Problem requirements: Scan the lines below for "Sokak" and copy the matches.

Extracted information:
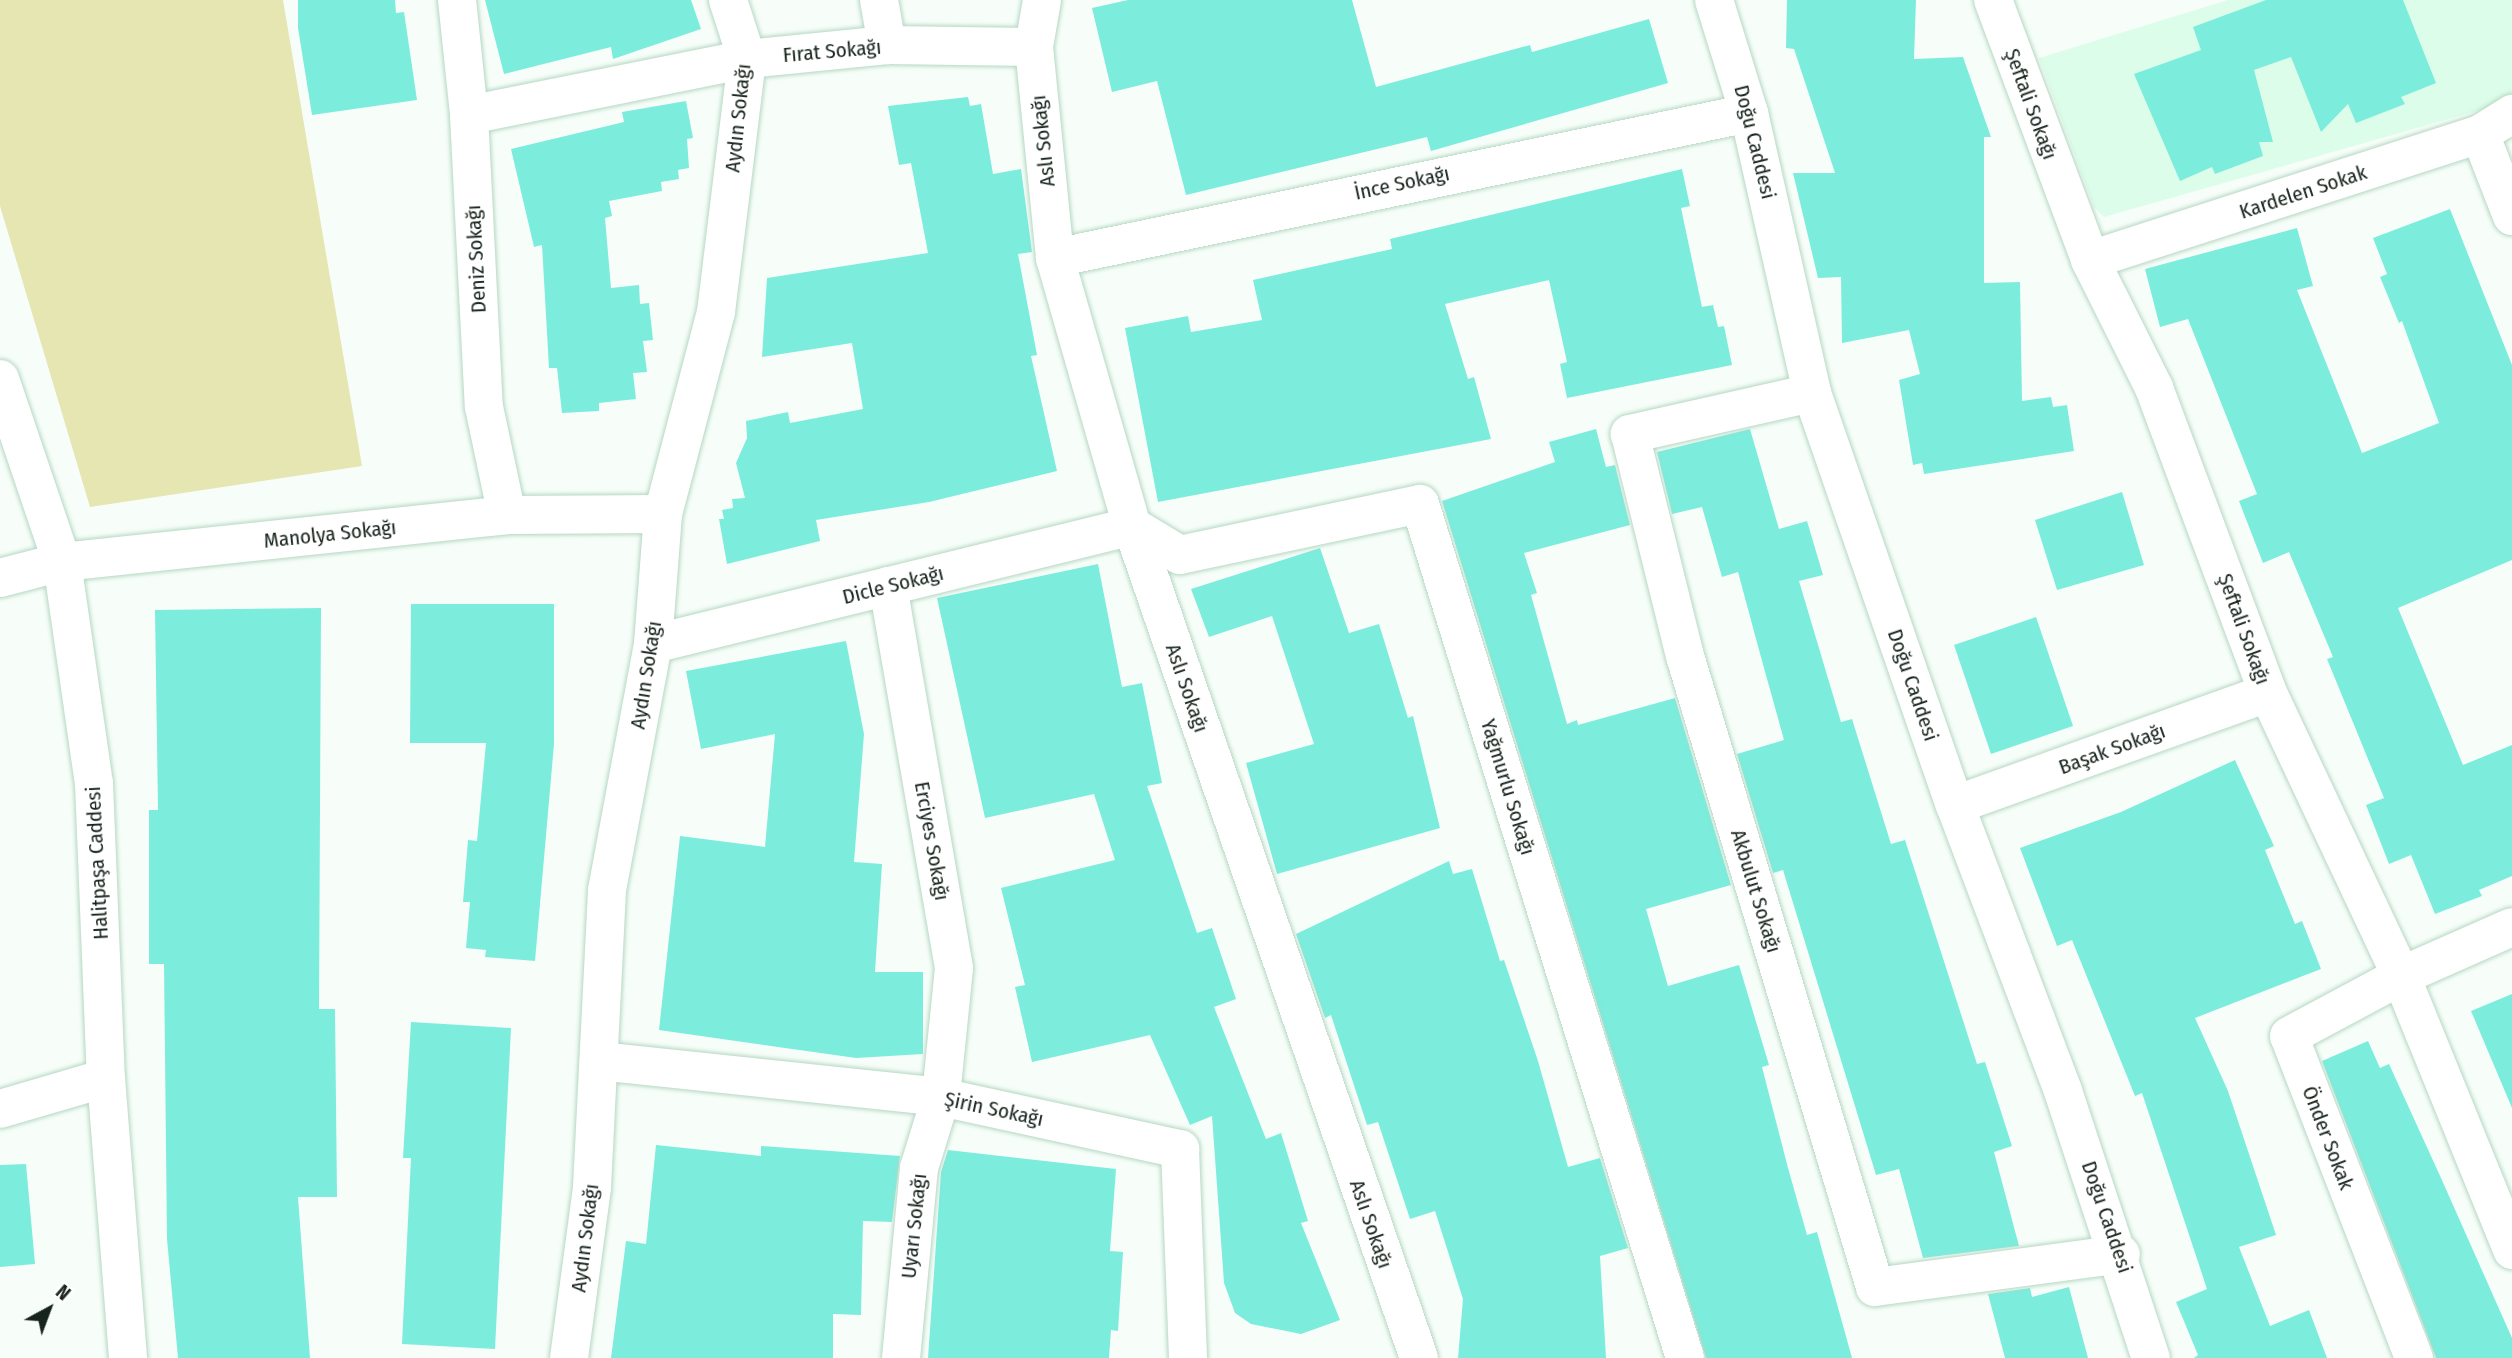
<!DOCTYPE html>
<meta charset="utf-8">
<style>
body{margin:0}
#map{position:relative;width:2512px;height:1358px;overflow:hidden;background:#f7fef9;font-family:"Fira Sans Condensed",sans-serif}
div>[style]{position:absolute}
[style*='--x']{left:calc(var(--x)*1px);top:calc(var(--y)*1px);width:calc(var(--w)*1px);rotate:calc(var(--a)*1deg)}
.built>*{inset:0;background:#dcfde9}
.green>*{inset:0;background:#e5e6b2}
.building>*{inset:0;background:#7cecdd}
.roads{filter:drop-shadow(0 0 2px #b5d7c3) drop-shadow(0 0 2px #b5d7c3)}
.minor>*{height:38px;margin:-19px;padding:0 19px;transform-origin:19px;border-radius:19px;background:#fff}
.tertiary>*{height:38px;margin:-19px;padding:0 19px;transform-origin:19px;border-radius:19px;background:#fff}
span{translate:-50% -50%;white-space:nowrap;text-align:center;line-height:1.15;-webkit-text-stroke:5px #fff;paint-order:stroke}
.street-label{font-size:21px;color:#17241c}
.north{position:absolute;left:14px;top:1274px;width:70px;height:70px;-webkit-text-stroke:5px #fff;paint-order:stroke;rotate:41deg;font-size:19px;font-weight:700;line-height:28px;text-align:center;color:#17241c}
.north::after{content:'';display:block;margin:auto;width:24px;height:32px;background:#17241c;clip-path:polygon(50% 0,100% 100%,50% 72%,0 100%)}
</style>
<div id="map">
<div class="built">
<div style="clip-path:polygon(2228px 0,2512px 0,2512px 101px,2104px 217px,2094px 207px,2039px 58px)"></div>
</div>
<div class="green">
<div style="clip-path:polygon(0 0,283px 0,362px 466px,90px 507px,0 206px)"></div>
</div>
<div class="building">
<div style="clip-path:polygon(298px 0,395px 0,396px 13px,404px 12px,417px 100px,312px 115px,298px 28px)"></div>
<div style="clip-path:polygon(485px 0,691px 0,701px 29px,613px 59px,611px 47px,504px 74px)"></div>
<div style="clip-path:polygon(1128px 0,1352px 0,1376px 87px,1530px 45px,1532px 52px,1649px 19px,1668px 83px,1431px 151px,1427px 137px,1186px 195px,1157px 81px,1112px 92px,1092px 8px)"></div>
<div style="clip-path:polygon(1787px 0,1916px 0,1914px 59px,1963px 57px,1991px 137px,1984px 137px,1984px 283px,2020px 282px,2022px 401px,2051px 397px,2053px 407px,2067px 405px,2074px 451px,1924px 474px,1922px 463px,1913px 465px,1899px 380px,1920px 374px,1909px 330px,1842px 343px,1841px 277px,1818px 278px,1793px 173px,1835px 173px,1794px 49px,1786px 48px)"></div>
<div style="clip-path:polygon(2266px 0,2403px 0,2436px 83px,2401px 97px,2405px 104px,2356px 123px,2348px 104px,2321px 132px,2291px 57px,2254px 70px,2273px 142px,2259px 142px,2263px 156px,2215px 174px,2212px 167px,2180px 181px,2134px 74px,2201px 50px,2193px 27px)"></div>
<div style="clip-path:polygon(968px 97px,970px 106px,981px 104px,993px 174px,1021px 169px,1032px 252px,1018px 254px,1037px 355px,1031px 356px,1057px 471px,929px 502px,816px 520px,820px 541px,727px 564px,719px 519px,724px 519px,722px 510px,733px 508px,732px 499px,745px 498px,736px 463px,747px 438px,746px 421px,788px 412px,790px 423px,863px 409px,852px 343px,762px 357px,767px 278px,928px 253px,911px 163px,899px 165px,888px 106px)"></div>
<div style="clip-path:polygon(686px 101px,693px 138px,687px 139px,689px 168px,678px 170px,679px 179px,661px 182px,662px 191px,609px 201px,612px 216px,605px 218px,611px 288px,639px 285px,640px 304px,649px 303px,653px 340px,643px 341px,647px 372px,633px 373px,636px 399px,599px 403px,599px 411px,562px 413px,557px 368px,549px 368px,542px 245px,534px 247px,511px 149px,624px 122px,622px 112px)"></div>
<div style="clip-path:polygon(1682px 169px,1690px 206px,1681px 208px,1702px 307px,1713px 305px,1718px 327px,1724px 326px,1732px 365px,1567px 398px,1560px 364px,1567px 362px,1549px 280px,1445px 304px,1468px 379px,1474px 377px,1491px 439px,1158px 502px,1125px 328px,1188px 316px,1191px 332px,1262px 320px,1253px 280px,1392px 249px,1390px 239px)"></div>
<div style="clip-path:polygon(2450px 209px,2512px 365px,2512px 560px,2398px 608px,2463px 765px,2512px 745px,2512px 876px,2479px 890px,2482px 896px,2435px 914px,2411px 855px,2389px 864px,2366px 805px,2384px 798px,2327px 659px,2333px 657px,2289px 552px,2263px 563px,2239px 501px,2257px 494px,2188px 319px,2160px 327px,2145px 269px,2297px 228px,2313px 286px,2297px 290px,2362px 453px,2439px 423px,2402px 321px,2399px 323px,2380px 277px,2387px 274px,2373px 238px)"></div>
<div style="clip-path:polygon(1596px 429px,1606px 467px,1615px 465px,1630px 525px,1524px 553px,1537px 593px,1531px 595px,1567px 724px,1577px 720px,1578px 725px,1675px 698px,1731px 885px,1646px 909px,1668px 986px,1739px 965px,1769px 1065px,1762px 1067px,1788px 1168px,1807px 1235px,1817px 1232px,1852px 1358px,1706px 1358px,1442px 501px,1555px 462px,1549px 442px)"></div>
<div style="clip-path:polygon(1750px 429px,1779px 529px,1807px 521px,1823px 575px,1799px 581px,1841px 722px,1852px 719px,1891px 844px,1905px 840px,1977px 1064px,1985px 1062px,2012px 1146px,1994px 1152px,2019px 1246px,1923px 1258px,1899px 1169px,1876px 1175px,1783px 870px,1773px 873px,1737px 754px,1784px 740px,1759px 650px,1738px 572px,1722px 577px,1702px 507px,1672px 514px,1657px 452px)"></div>
<div style="clip-path:polygon(2122px 492px,2144px 565px,2057px 590px,2035px 520px)"></div>
<div style="clip-path:polygon(1320px 548px,1349px 633px,1379px 624px,1408px 718px,1413px 716px,1440px 828px,1277px 874px,1246px 763px,1314px 744px,1272px 616px,1209px 637px,1191px 589px)"></div>
<div style="clip-path:polygon(1098px 564px,1122px 687px,1142px 683px,1162px 783px,1147px 786px,1197px 933px,1212px 928px,1236px 999px,1214px 1007px,1266px 1139px,1281px 1133px,1308px 1221px,1301px 1223px,1340px 1320px,1301px 1334px,1251px 1324px,1235px 1313px,1224px 1283px,1212px 1116px,1190px 1125px,1150px 1035px,1032px 1062px,1015px 987px,1025px 985px,1001px 888px,1115px 860px,1094px 794px,985px 818px,937px 598px)"></div>
<div style="clip-path:polygon(411px 604px,554px 604px,554px 744px,535px 961px,485px 957px,486px 950px,466px 948px,470px 902px,463px 902px,468px 840px,477px 841px,486px 743px,410px 743px)"></div>
<div style="clip-path:polygon(321px 608px,319px 1009px,335px 1009px,337px 1197px,298px 1197px,310px 1358px,178px 1358px,167px 1239px,164px 964px,149px 964px,149px 810px,158px 810px,155px 610px)"></div>
<div style="clip-path:polygon(2036px 617px,2073px 726px,1991px 754px,1954px 645px)"></div>
<div style="clip-path:polygon(846px 641px,864px 734px,854px 862px,882px 864px,875px 972px,923px 972px,923px 1054px,856px 1058px,659px 1030px,680px 836px,765px 847px,775px 734px,701px 749px,686px 671px)"></div>
<div style="clip-path:polygon(2235px 760px,2274px 846px,2265px 850px,2295px 924px,2302px 921px,2321px 969px,2195px 1018px,2228px 1091px,2276px 1235px,2239px 1247px,2270px 1326px,2309px 1310px,2327px 1358px,2194px 1358px,2198px 1355px,2176px 1302px,2207px 1289px,2142px 1093px,2135px 1096px,2072px 940px,2057px 946px,2020px 848px,2121px 812px)"></div>
<div style="clip-path:polygon(1449px 861px,1453px 874px,1472px 869px,1500px 961px,1504px 960px,1538px 1061px,1568px 1167px,1600px 1158px,1628px 1248px,1600px 1256px,1606px 1358px,1458px 1358px,1463px 1299px,1435px 1211px,1410px 1219px,1378px 1122px,1367px 1125px,1331px 1015px,1325px 1018px,1296px 934px)"></div>
<div style="clip-path:polygon(2512px 994px,2512px 1108px,2471px 1011px)"></div>
<div style="clip-path:polygon(411px 1022px,511px 1028px,495px 1349px,402px 1344px,411px 1158px,403px 1158px)"></div>
<div style="clip-path:polygon(2368px 1041px,2380px 1068px,2389px 1064px,2441px 1178px,2512px 1338px,2512px 1358px,2436px 1358px,2322px 1061px)"></div>
<div style="clip-path:polygon(656px 1145px,761px 1156px,761px 1146px,900px 1156px,892px 1222px,863px 1221px,861px 1315px,833px 1314px,833px 1358px,611px 1358px,626px 1241px,646px 1244px)"></div>
<div style="clip-path:polygon(948px 1150px,1116px 1169px,1110px 1251px,1123px 1252px,1118px 1331px,1111px 1330px,1109px 1358px,928px 1358px,941px 1172px)"></div>
<div style="clip-path:polygon(26px 1164px,35px 1264px,0 1267px,0 1165px)"></div>
<div style="clip-path:polygon(2069px 1287px,2088px 1358px,2005px 1358px,1988px 1294px,2030px 1288px,2032px 1297px)"></div>
</div>
<div class="roads">
<div class="minor">
<div style="--x:457;--y:0;--w:116;--a:84"></div>
<div style="--x:469;--y:115;--w:292;--a:87.1"></div>
<div style="--x:484;--y:407;--w:110;--a:78"></div>
<div style="--x:879;--y:0;--w:46;--a:79.9"></div>
<div style="--x:1042;--y:0;--w:48;--a:99.7"></div>
<div style="--x:1034;--y:47;--w:212;--a:84.3"></div>
<div style="--x:1055;--y:258;--w:279;--a:74"></div>
<div style="--x:1132;--y:526;--w:880;--a:70.97"></div>
<div style="--x:1993;--y:0;--w:278;--a:69.5"></div>
<div style="--x:2090;--y:260;--w:143;--a:63.4"></div>
<div style="--x:2154;--y:388;--w:326;--a:69.5"></div>
<div style="--x:2268;--y:693;--w:313;--a:64.8"></div>
<div style="--x:2401;--y:976;--w:296;--a:67.9"></div>
<div style="--x:469;--y:115;--w:284;--a:-11.4"></div>
<div style="--x:747;--y:59;--w:141;--a:-5.7"></div>
<div style="--x:887;--y:45;--w:147;--a:0.8"></div>
<div style="--x:2480;--y:134;--w:88;--a:68.7"></div>
<div style="--x:1055;--y:258;--w:709;--a:-11.8"></div>
<div style="--x:2090;--y:260;--w:410;--a:-17.9"></div>
<div style="--x:2480;--y:134;--w:38;--a:-32"></div>
<div style="--x:1812;--y:393;--w:187;--a:167.3"></div>
<div style="--x:1630;--y:434;--w:229;--a:76.1"></div>
<div style="--x:1685;--y:656;--w:659;--a:73.24"></div>
<div style="--x:1875;--y:1287;--w:248;--a:-7.6"></div>
<div style="--x:0;--y:578;--w:64;--a:-14.5"></div>
<div style="--x:62;--y:562;--w:447;--a:-6"></div>
<div style="--x:507;--y:515;--w:156;--a:-0.4"></div>
<div style="--x:888;--y:586;--w:388;--a:80.2"></div>
<div style="--x:954;--y:968;--w:130;--a:95.8"></div>
<div style="--x:941;--y:1097;--w:74;--a:107.2"></div>
<div style="--x:919;--y:1168;--w:191;--a:95.4"></div>
<div style="--x:653;--y:644;--w:493;--a:-13.8"></div>
<div style="--x:1132;--y:526;--w:56;--a:31.1"></div>
<div style="--x:1180;--y:555;--w:245;--a:-12"></div>
<div style="--x:1420;--y:504;--w:894;--a:72.76"></div>
<div style="--x:1955;--y:805;--w:332;--a:-19.7"></div>
<div style="--x:599;--y:1061;--w:344;--a:6"></div>
<div style="--x:941;--y:1097;--w:245;--a:12.3"></div>
<div style="--x:1180;--y:1149;--w:209;--a:87.8"></div>
<div style="--x:0;--y:1109;--w:110;--a:-16.3"></div>
<div style="--x:569;--y:1358;--w:173;--a:-82.3"></div>
<div style="--x:592;--y:1187;--w:297;--a:-87.1"></div>
<div style="--x:607;--y:890;--w:250;--a:-79.4"></div>
<div style="--x:653;--y:644;--w:130;--a:-85.6"></div>
<div style="--x:663;--y:514;--w:209;--a:-75.3"></div>
<div style="--x:716;--y:312;--w:255;--a:-83"></div>
<div style="--x:747;--y:59;--w:62;--a:-107.9"></div>
<div style="--x:2414;--y:1358;--w:345;--a:-111.2"></div>
<div style="--x:2289;--y:1036;--w:127;--a:-28.2"></div>
<div style="--x:2401;--y:976;--w:121;--a:-23.8"></div>
</div>
<div class="tertiary">
<div style="--x:1714;--y:0;--w:118;--a:72.8"></div>
<div style="--x:1749;--y:113;--w:287;--a:77.3"></div>
<div style="--x:1812;--y:393;--w:436;--a:70.9"></div>
<div style="--x:1955;--y:805;--w:306;--a:69.3"></div>
<div style="--x:2063;--y:1091;--w:281;--a:71.8"></div>
<div style="--x:0;--y:379;--w:193;--a:71.3"></div>
<div style="--x:62;--y:562;--w:223;--a:81.8"></div>
<div style="--x:94;--y:783;--w:295;--a:87.7"></div>
<div style="--x:106;--y:1078;--w:281;--a:85.5"></div>
</div>
</div>
<div class="street-label">
<span style="left:832px;top:51px;rotate:-5deg">Fırat Sokağı</span>
<span style="left:2031px;top:104px;rotate:70deg">Şeftali Sokağı</span>
<span style="left:738px;top:118px;rotate:-84deg">Aydın Sokağı</span>
<span style="left:1043px;top:141px;rotate:-96deg">Aslı Sokağı</span>
<span style="left:1755px;top:142px;rotate:76deg">Doğu Caddesi</span>
<span style="left:1402px;top:183px;rotate:-12deg">İnce Sokağı</span>
<span style="left:2303px;top:192px;rotate:-18deg">Kardelen Sokak</span>
<span style="left:476px;top:259px;rotate:-93deg">Deniz Sokağı</span>
<span style="left:330px;top:534px;rotate:-6deg">Manolya Sokağı</span>
<span style="left:893px;top:585px;rotate:-14deg">Dicle Sokağı</span>
<span style="left:2244px;top:629px;rotate:70deg">Şeftali Sokağı</span>
<span style="left:646px;top:675px;rotate:-81deg">Aydın Sokağı</span>
<span style="left:1913px;top:685px;rotate:71deg">Doğu Caddesi</span>
<span style="left:1187px;top:688px;rotate:71deg">Aslı Sokağı</span>
<span style="left:2112px;top:749px;rotate:-20deg">Başak Sokağı</span>
<span style="left:1508px;top:787px;rotate:73deg">Yağmurlu Sokağı</span>
<span style="left:932px;top:841px;rotate:80deg">Erciyes Sokağı</span>
<span style="left:97px;top:863px;rotate:-93deg">Halitpaşa Caddesi</span>
<span style="left:1756px;top:891px;rotate:73deg">Akbulut Sokağı</span>
<span style="left:994px;top:1109px;rotate:12deg">Şirin Sokağı</span>
<span style="left:2328px;top:1138px;rotate:69deg">Önder Sokak</span>
<span style="left:2107px;top:1217px;rotate:71deg">Doğu Caddesi</span>
<span style="left:1371px;top:1224px;rotate:71deg">Aslı Sokağı</span>
<span style="left:914px;top:1226px;rotate:-84deg">Uyarı Sokağı</span>
<span style="left:585px;top:1238px;rotate:-83deg">Aydın Sokağı</span>
</div>
<div class="north">N</div>
</div>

Exercise solution:
<span style="left:2303px;top:192px;rotate:-18deg">Kardelen Sokak</span>
<span style="left:2328px;top:1138px;rotate:69deg">Önder Sokak</span>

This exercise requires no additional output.